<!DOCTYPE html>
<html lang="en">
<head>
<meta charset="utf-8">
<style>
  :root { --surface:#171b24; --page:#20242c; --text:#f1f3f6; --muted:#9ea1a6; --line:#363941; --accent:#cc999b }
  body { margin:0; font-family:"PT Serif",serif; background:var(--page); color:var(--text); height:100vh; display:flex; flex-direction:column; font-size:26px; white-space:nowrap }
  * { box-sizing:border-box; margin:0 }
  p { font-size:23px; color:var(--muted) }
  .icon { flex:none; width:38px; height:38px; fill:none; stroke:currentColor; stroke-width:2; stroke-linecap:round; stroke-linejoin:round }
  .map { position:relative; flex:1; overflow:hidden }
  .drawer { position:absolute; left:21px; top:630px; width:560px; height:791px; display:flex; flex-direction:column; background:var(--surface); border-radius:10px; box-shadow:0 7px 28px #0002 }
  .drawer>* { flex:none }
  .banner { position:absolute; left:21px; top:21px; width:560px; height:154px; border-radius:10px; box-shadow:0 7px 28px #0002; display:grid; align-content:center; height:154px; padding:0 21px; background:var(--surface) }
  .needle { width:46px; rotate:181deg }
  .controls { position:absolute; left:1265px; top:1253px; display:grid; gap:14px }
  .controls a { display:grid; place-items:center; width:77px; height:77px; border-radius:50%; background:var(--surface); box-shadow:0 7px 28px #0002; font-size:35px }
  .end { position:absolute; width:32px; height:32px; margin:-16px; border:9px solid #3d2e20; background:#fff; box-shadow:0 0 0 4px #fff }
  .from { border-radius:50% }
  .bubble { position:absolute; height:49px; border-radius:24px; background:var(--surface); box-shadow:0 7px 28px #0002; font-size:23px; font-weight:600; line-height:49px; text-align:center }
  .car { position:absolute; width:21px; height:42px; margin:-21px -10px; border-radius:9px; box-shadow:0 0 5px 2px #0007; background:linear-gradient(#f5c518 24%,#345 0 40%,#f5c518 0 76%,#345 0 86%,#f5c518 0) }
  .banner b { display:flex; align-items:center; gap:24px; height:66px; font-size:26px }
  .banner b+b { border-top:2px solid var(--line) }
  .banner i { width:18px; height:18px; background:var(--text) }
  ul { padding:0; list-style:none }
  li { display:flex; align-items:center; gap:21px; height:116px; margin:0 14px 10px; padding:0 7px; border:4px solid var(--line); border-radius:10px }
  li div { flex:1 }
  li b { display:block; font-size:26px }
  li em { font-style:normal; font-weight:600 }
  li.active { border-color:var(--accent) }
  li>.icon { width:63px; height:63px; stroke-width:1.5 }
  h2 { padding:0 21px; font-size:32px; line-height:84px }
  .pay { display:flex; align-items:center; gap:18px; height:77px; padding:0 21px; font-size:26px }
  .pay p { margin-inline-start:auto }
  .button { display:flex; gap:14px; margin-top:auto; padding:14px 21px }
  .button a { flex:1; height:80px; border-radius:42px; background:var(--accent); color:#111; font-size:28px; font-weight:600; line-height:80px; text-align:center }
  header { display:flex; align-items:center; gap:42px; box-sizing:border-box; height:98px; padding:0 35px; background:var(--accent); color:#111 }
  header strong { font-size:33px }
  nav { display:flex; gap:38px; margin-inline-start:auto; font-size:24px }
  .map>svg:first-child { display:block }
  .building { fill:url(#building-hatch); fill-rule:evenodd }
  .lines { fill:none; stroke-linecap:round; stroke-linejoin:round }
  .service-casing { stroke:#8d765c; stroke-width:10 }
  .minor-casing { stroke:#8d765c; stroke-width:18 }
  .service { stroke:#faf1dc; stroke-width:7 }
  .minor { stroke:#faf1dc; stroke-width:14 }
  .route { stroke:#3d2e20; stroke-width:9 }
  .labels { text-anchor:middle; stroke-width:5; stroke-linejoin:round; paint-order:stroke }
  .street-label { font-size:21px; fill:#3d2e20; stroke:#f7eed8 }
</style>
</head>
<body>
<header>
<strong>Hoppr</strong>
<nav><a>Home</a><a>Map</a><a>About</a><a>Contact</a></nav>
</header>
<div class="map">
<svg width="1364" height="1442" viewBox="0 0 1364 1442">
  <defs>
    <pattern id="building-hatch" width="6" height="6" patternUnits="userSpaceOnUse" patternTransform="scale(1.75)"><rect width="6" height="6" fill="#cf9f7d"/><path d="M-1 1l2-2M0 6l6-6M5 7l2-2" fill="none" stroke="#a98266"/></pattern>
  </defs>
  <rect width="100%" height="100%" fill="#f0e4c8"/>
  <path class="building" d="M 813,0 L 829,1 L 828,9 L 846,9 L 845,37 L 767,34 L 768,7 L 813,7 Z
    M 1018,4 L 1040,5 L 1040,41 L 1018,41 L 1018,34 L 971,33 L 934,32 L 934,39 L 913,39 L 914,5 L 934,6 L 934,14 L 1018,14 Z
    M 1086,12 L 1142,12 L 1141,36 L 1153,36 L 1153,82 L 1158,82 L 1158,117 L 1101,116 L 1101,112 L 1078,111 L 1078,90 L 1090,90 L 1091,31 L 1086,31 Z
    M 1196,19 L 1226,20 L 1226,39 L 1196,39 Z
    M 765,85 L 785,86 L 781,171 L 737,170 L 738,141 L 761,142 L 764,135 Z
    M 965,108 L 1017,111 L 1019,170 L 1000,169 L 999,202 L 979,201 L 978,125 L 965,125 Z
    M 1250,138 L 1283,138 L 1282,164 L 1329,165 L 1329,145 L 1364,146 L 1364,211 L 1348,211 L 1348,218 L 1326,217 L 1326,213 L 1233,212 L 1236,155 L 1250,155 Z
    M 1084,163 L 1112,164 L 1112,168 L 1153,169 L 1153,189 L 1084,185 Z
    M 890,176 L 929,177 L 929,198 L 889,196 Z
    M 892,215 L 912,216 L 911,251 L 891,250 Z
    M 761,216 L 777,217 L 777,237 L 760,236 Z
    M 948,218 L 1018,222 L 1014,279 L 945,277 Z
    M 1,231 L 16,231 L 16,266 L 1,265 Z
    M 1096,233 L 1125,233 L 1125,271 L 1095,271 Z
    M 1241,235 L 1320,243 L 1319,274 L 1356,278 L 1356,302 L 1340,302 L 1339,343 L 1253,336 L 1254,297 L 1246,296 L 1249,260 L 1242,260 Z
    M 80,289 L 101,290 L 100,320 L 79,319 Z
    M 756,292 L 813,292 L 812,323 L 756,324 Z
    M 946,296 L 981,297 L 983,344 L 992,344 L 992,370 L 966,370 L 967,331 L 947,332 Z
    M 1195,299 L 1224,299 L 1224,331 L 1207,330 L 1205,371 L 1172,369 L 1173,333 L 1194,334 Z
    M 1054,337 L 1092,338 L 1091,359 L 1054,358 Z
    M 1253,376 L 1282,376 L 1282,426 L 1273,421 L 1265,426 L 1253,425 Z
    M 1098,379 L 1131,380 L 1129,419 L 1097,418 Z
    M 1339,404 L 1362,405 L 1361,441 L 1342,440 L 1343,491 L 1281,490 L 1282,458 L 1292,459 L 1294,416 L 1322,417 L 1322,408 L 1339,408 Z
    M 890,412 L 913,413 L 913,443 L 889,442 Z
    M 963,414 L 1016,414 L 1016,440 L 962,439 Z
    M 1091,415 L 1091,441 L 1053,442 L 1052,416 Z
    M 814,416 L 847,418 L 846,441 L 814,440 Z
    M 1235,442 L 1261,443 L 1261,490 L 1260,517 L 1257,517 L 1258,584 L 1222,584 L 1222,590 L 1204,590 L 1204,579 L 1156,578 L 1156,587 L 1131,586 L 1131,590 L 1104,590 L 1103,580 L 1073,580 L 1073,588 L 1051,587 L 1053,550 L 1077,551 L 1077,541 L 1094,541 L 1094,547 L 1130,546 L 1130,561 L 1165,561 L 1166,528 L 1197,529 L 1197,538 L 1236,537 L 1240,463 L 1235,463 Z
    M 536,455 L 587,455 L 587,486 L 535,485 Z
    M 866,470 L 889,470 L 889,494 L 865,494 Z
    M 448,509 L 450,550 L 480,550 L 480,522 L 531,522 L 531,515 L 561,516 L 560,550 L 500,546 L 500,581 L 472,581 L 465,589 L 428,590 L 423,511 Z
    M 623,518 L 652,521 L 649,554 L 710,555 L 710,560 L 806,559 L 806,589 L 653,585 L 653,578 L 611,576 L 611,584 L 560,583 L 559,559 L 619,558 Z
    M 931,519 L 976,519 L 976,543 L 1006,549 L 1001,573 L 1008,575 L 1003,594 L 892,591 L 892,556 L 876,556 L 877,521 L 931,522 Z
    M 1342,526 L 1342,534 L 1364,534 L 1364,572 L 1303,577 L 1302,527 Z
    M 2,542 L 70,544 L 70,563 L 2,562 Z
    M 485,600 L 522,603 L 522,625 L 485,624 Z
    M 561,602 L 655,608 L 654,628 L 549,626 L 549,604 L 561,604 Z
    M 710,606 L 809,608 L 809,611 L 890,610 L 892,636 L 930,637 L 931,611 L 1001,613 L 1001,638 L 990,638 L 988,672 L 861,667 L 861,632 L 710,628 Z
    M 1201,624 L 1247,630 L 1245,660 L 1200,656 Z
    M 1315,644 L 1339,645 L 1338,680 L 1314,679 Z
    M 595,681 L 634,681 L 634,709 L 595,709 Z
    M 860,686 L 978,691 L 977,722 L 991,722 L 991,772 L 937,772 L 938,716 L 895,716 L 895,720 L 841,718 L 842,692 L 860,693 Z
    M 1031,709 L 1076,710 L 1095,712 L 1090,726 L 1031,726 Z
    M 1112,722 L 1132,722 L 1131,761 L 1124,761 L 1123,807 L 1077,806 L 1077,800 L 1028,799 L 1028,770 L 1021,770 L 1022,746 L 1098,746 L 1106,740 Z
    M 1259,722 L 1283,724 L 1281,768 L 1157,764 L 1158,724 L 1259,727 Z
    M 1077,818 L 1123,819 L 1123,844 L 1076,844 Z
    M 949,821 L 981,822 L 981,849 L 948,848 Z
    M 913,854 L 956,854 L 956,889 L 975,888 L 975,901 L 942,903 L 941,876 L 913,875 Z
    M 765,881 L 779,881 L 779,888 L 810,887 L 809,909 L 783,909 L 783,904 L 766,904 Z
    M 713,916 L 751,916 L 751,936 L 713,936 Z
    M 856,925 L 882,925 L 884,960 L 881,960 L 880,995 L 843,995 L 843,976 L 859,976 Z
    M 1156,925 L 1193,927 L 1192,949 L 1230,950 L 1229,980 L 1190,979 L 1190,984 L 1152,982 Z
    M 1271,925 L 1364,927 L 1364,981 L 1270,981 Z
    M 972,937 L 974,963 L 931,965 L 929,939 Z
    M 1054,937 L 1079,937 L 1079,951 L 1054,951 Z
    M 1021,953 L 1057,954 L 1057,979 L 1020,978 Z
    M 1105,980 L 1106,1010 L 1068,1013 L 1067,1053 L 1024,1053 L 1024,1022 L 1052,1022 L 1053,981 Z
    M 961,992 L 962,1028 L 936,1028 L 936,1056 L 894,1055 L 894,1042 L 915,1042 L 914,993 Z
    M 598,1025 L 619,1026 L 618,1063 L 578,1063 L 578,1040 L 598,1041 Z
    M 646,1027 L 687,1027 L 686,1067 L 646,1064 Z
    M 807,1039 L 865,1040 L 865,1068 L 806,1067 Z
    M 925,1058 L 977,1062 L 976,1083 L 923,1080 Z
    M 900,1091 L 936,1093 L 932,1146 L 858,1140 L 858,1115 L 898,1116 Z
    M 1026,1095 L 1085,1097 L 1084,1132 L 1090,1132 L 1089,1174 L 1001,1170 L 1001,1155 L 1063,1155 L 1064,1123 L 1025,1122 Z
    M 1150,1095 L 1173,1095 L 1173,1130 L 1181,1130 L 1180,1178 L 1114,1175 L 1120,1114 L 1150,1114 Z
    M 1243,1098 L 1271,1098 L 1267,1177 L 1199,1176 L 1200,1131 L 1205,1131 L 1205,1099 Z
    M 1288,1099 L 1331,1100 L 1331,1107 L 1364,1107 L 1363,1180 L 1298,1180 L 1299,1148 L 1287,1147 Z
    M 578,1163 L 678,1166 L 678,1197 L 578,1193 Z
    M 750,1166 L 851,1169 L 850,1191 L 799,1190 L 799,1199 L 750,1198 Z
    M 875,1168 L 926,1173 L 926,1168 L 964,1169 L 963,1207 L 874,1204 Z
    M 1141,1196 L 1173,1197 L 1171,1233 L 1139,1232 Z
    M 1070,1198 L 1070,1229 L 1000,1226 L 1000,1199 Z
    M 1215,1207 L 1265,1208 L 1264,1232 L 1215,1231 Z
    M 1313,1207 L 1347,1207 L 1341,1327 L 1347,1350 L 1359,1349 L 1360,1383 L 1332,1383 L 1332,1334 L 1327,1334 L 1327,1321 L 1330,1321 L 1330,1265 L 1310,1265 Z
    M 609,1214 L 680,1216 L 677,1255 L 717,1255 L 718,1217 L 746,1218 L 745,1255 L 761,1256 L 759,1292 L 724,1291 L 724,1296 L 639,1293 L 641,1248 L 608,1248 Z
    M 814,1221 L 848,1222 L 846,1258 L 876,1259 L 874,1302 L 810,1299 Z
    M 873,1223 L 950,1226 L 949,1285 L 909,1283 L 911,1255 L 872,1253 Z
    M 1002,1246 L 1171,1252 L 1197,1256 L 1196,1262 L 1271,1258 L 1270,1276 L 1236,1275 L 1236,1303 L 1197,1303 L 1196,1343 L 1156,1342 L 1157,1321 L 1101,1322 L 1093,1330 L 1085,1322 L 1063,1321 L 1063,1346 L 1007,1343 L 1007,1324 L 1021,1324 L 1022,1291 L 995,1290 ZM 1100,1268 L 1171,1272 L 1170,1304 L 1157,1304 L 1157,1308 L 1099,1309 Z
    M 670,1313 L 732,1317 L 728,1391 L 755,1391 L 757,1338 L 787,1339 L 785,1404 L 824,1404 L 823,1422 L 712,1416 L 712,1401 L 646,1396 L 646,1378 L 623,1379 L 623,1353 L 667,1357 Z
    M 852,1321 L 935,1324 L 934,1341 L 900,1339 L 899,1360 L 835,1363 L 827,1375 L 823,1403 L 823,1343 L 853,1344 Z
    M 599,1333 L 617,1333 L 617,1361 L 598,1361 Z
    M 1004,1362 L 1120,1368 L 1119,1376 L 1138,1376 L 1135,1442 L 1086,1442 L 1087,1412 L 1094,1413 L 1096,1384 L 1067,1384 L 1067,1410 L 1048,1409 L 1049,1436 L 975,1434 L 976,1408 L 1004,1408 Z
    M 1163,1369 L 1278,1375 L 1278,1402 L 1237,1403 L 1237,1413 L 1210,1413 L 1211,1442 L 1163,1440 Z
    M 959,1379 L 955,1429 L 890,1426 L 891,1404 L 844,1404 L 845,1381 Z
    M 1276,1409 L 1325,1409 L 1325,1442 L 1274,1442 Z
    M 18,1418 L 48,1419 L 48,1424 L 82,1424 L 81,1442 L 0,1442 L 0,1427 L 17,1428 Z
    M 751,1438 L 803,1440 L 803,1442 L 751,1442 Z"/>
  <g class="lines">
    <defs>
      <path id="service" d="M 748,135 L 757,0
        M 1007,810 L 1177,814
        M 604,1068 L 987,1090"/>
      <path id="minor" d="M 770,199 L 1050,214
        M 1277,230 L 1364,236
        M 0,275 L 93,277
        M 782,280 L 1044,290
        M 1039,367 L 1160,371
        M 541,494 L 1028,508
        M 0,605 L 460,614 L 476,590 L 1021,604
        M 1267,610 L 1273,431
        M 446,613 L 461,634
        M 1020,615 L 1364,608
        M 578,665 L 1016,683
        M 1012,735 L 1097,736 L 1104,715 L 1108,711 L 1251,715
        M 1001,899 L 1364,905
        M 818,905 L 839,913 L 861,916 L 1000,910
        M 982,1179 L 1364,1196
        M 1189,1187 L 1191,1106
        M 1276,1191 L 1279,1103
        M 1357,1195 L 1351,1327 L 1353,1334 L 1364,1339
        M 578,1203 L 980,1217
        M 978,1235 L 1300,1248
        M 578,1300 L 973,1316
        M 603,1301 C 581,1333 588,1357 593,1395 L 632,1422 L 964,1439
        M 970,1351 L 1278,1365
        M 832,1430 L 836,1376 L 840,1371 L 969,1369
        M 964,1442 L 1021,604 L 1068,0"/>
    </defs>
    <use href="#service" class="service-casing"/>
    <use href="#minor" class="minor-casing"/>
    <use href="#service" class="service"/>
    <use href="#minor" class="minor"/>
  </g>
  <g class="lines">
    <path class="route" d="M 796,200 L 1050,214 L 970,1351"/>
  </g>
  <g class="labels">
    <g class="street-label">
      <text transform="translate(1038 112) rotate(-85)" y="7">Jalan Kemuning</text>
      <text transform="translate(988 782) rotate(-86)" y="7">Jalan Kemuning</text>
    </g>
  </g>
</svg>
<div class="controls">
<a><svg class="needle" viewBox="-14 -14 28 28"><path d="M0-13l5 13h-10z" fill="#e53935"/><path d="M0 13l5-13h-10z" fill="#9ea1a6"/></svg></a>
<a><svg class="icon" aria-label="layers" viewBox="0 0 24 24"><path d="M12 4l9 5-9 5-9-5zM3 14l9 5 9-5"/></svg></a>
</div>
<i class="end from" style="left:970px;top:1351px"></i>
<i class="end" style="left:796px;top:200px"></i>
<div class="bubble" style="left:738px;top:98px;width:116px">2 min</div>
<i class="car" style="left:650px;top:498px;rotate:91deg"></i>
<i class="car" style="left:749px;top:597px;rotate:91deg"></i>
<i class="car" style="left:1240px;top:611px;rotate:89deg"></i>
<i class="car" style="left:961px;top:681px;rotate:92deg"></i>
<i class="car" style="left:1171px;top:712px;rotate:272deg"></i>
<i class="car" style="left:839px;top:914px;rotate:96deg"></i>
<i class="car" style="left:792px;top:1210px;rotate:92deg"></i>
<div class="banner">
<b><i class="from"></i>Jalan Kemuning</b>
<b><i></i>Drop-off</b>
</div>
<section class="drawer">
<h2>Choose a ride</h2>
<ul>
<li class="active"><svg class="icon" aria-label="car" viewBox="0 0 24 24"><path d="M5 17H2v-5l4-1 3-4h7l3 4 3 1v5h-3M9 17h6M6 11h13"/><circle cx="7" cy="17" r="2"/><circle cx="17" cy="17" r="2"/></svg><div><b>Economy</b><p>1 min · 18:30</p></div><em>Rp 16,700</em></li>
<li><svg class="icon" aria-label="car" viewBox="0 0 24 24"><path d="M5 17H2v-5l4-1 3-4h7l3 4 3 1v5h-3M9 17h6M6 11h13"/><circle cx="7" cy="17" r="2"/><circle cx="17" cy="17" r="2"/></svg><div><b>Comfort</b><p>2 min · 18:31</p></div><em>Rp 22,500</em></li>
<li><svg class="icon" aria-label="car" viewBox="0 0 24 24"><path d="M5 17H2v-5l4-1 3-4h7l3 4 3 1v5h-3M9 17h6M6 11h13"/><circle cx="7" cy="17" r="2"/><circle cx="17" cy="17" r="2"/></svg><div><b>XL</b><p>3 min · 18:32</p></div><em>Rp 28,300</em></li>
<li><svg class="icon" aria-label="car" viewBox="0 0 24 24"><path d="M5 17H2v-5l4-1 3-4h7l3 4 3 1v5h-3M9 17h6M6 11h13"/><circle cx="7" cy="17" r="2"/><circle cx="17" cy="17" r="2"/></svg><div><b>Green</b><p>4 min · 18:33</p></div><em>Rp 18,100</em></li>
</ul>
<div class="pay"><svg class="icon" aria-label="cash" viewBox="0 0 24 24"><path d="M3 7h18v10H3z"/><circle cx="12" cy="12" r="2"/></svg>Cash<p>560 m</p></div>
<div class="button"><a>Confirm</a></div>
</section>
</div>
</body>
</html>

________________

> [BRIEF]: What lines in the material above contain the word "column"? Copy them out.

> [TASK SOLUTION]:
  body { margin:0; font-family:"PT Serif",serif; background:var(--page); color:var(--text); height:100vh; display:flex; flex-direction:column; font-size:26px; white-space:nowrap }
  .drawer { position:absolute; left:21px; top:630px; width:560px; height:791px; display:flex; flex-direction:column; background:var(--surface); border-radius:10px; box-shadow:0 7px 28px #0002 }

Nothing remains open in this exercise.